What you have to do
Report, from the records below, every line where the word "Gajah" appears.

Saved data entries
-- -- --

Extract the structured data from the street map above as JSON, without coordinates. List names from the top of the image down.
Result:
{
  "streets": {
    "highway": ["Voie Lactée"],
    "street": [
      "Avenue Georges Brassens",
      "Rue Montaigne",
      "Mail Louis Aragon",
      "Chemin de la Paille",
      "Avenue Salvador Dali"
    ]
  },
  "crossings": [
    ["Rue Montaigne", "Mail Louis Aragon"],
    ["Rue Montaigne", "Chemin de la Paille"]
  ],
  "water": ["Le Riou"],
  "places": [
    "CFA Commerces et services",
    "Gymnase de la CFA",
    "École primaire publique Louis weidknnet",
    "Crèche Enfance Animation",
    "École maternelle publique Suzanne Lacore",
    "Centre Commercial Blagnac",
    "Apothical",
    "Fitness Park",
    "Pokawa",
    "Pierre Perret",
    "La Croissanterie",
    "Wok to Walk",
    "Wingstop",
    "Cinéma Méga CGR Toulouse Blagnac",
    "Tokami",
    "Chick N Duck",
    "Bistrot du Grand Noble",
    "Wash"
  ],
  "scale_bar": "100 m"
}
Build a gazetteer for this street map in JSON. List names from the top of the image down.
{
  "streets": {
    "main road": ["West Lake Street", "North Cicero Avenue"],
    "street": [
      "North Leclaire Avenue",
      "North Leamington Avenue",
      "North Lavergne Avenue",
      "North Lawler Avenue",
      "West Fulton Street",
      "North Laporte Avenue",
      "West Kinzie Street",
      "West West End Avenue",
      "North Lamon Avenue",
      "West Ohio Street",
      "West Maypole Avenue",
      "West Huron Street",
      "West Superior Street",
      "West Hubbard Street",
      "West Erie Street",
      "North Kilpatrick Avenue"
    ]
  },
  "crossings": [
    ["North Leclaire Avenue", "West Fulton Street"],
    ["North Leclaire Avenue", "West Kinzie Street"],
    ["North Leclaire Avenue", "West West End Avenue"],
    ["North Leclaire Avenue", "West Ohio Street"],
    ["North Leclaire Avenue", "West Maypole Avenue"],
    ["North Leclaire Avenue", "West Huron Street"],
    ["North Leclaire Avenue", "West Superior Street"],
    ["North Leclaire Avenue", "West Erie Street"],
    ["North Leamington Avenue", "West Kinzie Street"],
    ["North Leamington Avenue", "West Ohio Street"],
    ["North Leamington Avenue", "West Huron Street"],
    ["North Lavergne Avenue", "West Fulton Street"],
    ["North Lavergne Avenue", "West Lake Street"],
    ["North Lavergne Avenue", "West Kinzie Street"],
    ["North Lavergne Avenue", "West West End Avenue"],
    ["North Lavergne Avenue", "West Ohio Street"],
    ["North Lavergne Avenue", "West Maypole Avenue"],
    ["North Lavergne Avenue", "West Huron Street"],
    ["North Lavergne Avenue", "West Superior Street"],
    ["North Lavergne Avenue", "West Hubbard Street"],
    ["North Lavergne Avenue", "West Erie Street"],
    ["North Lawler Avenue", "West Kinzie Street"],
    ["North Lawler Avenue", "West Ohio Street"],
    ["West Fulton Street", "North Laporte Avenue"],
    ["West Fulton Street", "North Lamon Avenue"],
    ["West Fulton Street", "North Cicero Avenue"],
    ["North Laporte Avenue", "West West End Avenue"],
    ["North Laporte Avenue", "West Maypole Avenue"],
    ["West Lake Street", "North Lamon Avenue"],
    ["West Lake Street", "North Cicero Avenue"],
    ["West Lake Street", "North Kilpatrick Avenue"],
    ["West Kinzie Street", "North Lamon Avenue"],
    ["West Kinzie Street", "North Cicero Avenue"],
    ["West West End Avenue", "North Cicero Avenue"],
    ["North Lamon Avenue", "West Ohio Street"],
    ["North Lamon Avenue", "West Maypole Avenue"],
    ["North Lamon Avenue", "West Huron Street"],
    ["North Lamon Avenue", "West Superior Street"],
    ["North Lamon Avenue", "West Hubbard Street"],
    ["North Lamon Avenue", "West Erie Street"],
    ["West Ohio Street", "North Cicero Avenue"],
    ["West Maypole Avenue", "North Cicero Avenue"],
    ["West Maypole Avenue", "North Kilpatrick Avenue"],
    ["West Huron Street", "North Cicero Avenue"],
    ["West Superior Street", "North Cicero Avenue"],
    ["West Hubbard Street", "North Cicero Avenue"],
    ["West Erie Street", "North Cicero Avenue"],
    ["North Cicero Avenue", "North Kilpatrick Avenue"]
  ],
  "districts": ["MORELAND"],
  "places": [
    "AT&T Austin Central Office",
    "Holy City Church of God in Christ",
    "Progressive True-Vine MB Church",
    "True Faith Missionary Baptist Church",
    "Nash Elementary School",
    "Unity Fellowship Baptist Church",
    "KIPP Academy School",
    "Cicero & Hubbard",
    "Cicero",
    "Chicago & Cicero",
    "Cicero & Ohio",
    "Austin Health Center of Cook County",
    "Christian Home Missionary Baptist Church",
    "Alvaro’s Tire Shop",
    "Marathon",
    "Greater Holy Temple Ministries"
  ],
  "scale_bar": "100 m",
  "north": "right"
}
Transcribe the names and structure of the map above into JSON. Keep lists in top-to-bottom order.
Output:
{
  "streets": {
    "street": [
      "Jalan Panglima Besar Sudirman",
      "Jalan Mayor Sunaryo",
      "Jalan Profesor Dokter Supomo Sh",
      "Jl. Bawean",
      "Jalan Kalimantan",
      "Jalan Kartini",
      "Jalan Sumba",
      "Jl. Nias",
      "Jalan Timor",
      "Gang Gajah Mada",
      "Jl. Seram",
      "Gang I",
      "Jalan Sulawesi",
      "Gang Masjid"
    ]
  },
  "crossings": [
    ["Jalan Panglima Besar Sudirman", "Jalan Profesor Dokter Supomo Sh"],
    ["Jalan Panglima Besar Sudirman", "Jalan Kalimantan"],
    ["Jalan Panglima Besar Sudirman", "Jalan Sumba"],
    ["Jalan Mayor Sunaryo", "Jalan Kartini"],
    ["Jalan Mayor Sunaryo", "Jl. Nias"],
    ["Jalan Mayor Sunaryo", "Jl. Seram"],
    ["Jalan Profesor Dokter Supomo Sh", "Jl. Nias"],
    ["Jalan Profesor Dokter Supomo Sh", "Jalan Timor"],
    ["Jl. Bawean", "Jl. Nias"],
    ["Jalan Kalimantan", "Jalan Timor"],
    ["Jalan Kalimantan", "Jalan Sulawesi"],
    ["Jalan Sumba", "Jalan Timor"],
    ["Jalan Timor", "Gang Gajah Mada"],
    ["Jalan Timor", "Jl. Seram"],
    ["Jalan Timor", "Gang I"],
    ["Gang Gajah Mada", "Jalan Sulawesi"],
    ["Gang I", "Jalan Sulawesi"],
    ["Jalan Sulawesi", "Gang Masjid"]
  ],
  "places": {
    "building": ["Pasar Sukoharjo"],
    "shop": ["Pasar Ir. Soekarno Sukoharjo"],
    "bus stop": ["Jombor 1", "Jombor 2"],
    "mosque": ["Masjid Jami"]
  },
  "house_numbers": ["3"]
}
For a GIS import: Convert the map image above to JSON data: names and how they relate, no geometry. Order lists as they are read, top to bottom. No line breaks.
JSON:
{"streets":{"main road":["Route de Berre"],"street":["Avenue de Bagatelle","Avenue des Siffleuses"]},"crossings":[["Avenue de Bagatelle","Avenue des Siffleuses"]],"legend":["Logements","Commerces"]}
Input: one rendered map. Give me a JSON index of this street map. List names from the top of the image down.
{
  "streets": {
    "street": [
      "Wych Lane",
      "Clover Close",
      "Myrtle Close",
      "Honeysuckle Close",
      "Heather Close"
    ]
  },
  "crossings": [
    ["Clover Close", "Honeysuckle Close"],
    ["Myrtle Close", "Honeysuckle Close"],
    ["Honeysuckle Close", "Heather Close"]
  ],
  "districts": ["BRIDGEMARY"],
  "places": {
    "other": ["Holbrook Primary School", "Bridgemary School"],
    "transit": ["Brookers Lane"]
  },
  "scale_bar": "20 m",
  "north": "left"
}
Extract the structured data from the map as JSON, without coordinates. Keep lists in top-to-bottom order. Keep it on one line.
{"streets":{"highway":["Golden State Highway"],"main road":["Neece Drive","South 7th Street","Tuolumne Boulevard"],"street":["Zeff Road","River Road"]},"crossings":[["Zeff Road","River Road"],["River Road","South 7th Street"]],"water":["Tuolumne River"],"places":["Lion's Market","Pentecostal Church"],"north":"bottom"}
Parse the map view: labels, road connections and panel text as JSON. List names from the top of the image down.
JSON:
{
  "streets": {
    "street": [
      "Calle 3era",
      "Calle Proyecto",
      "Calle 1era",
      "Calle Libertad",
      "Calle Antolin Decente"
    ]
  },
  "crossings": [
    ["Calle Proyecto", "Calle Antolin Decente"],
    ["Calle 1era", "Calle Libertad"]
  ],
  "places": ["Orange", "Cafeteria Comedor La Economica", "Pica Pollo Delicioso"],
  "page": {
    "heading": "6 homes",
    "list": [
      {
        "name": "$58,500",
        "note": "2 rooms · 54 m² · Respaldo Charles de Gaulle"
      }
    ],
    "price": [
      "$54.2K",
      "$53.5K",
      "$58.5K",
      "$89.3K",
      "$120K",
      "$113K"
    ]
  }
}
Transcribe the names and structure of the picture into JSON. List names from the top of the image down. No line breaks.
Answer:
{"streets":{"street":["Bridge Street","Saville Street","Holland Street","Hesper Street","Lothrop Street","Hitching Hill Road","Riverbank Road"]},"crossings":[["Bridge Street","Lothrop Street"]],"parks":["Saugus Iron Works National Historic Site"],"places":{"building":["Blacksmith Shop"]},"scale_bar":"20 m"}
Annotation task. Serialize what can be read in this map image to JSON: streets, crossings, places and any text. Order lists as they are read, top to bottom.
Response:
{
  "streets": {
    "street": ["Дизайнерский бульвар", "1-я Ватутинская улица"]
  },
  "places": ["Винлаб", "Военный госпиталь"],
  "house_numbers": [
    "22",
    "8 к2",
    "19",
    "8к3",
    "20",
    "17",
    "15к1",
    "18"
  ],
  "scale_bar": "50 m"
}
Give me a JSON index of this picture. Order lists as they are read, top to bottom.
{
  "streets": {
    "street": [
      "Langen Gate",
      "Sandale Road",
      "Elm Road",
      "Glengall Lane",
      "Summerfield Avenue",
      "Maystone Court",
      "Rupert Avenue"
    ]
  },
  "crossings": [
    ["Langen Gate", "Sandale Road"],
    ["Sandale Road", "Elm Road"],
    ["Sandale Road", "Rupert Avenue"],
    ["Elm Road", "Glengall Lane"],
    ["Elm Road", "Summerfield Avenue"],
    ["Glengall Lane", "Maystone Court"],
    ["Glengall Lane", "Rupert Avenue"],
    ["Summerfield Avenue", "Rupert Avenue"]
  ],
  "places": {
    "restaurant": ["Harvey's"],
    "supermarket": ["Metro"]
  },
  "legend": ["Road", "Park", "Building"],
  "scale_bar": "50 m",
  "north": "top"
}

-- -- --

Result of this exercise
      "Gang Gajah Mada",
    ["Jalan Timor", "Gang Gajah Mada"],
    ["Gang Gajah Mada", "Jalan Sulawesi"],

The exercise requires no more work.